§ ASSIGNED TASK
Where an entry holds an image, leave the image out; otherwise reproduce the entry exactly.

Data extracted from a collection
--------
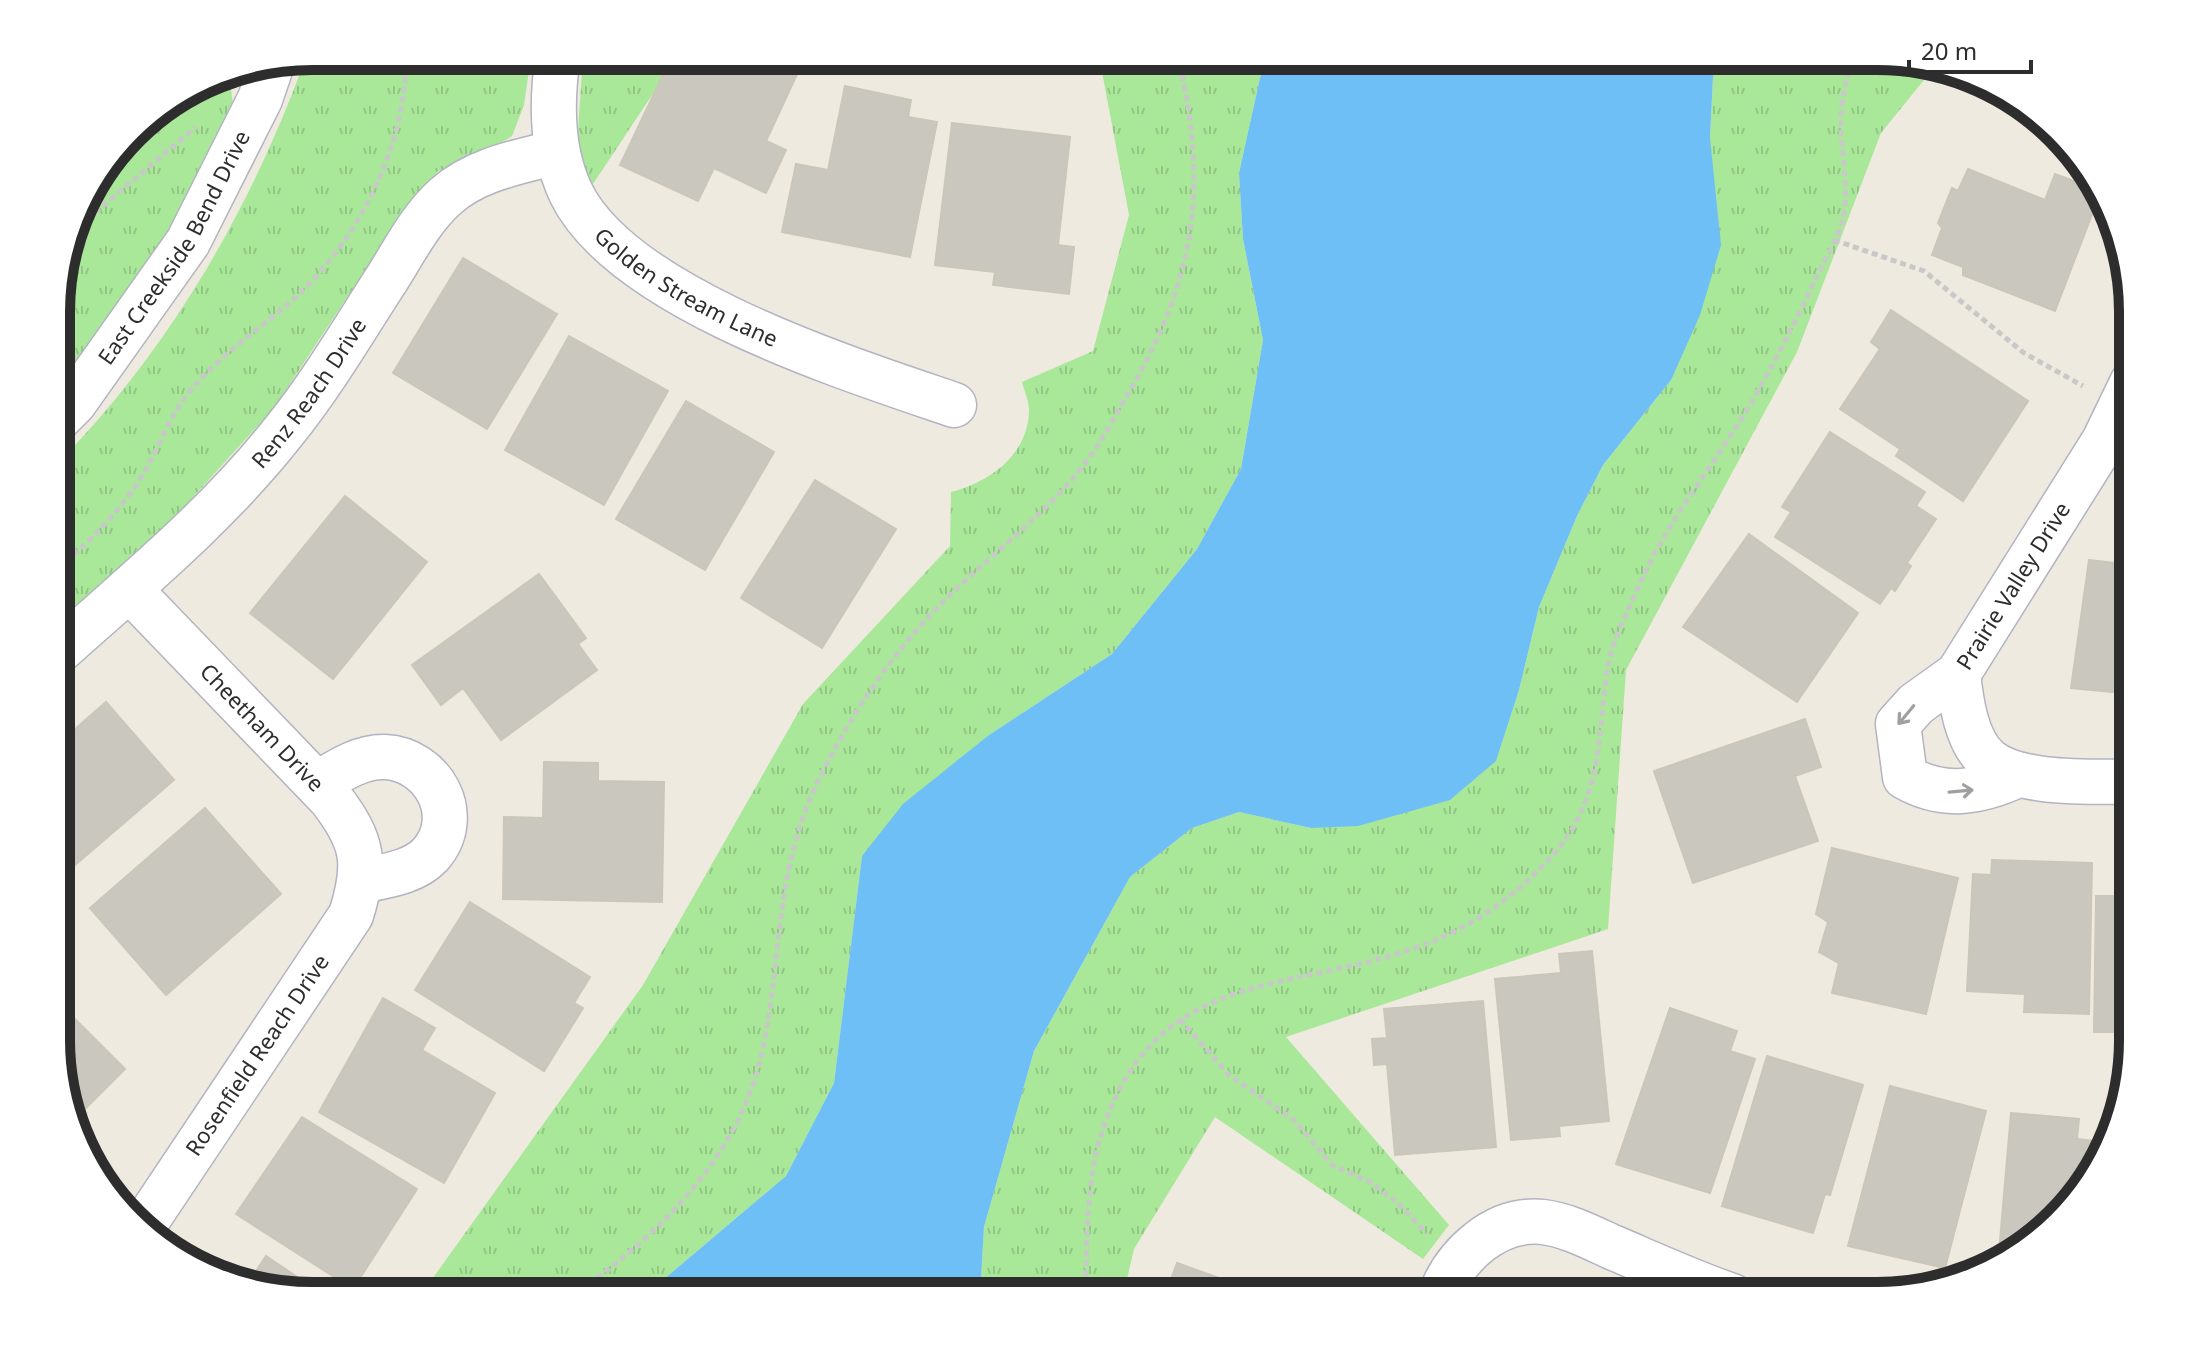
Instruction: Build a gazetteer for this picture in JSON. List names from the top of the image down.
{
  "streets": {
    "street": [
      "East Creekside Bend Drive",
      "Golden Stream Lane",
      "Renz Reach Drive",
      "Prairie Valley Drive",
      "Cheetham Drive",
      "Rosenfield Reach Drive"
    ]
  },
  "crossings": [
    ["Golden Stream Lane", "Renz Reach Drive"],
    ["Renz Reach Drive", "Cheetham Drive"],
    ["Cheetham Drive", "Rosenfield Reach Drive"]
  ],
  "scale_bar": "20 m"
}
--------
§ RESPONSE AREA
Instruction: Build a gazetteer for this picture in JSON. List names from the top of the image down.
{
  "streets": {
    "street": [
      "East Creekside Bend Drive",
      "Golden Stream Lane",
      "Renz Reach Drive",
      "Prairie Valley Drive",
      "Cheetham Drive",
      "Rosenfield Reach Drive"
    ]
  },
  "crossings": [
    ["Golden Stream Lane", "Renz Reach Drive"],
    ["Renz Reach Drive", "Cheetham Drive"],
    ["Cheetham Drive", "Rosenfield Reach Drive"]
  ],
  "scale_bar": "20 m"
}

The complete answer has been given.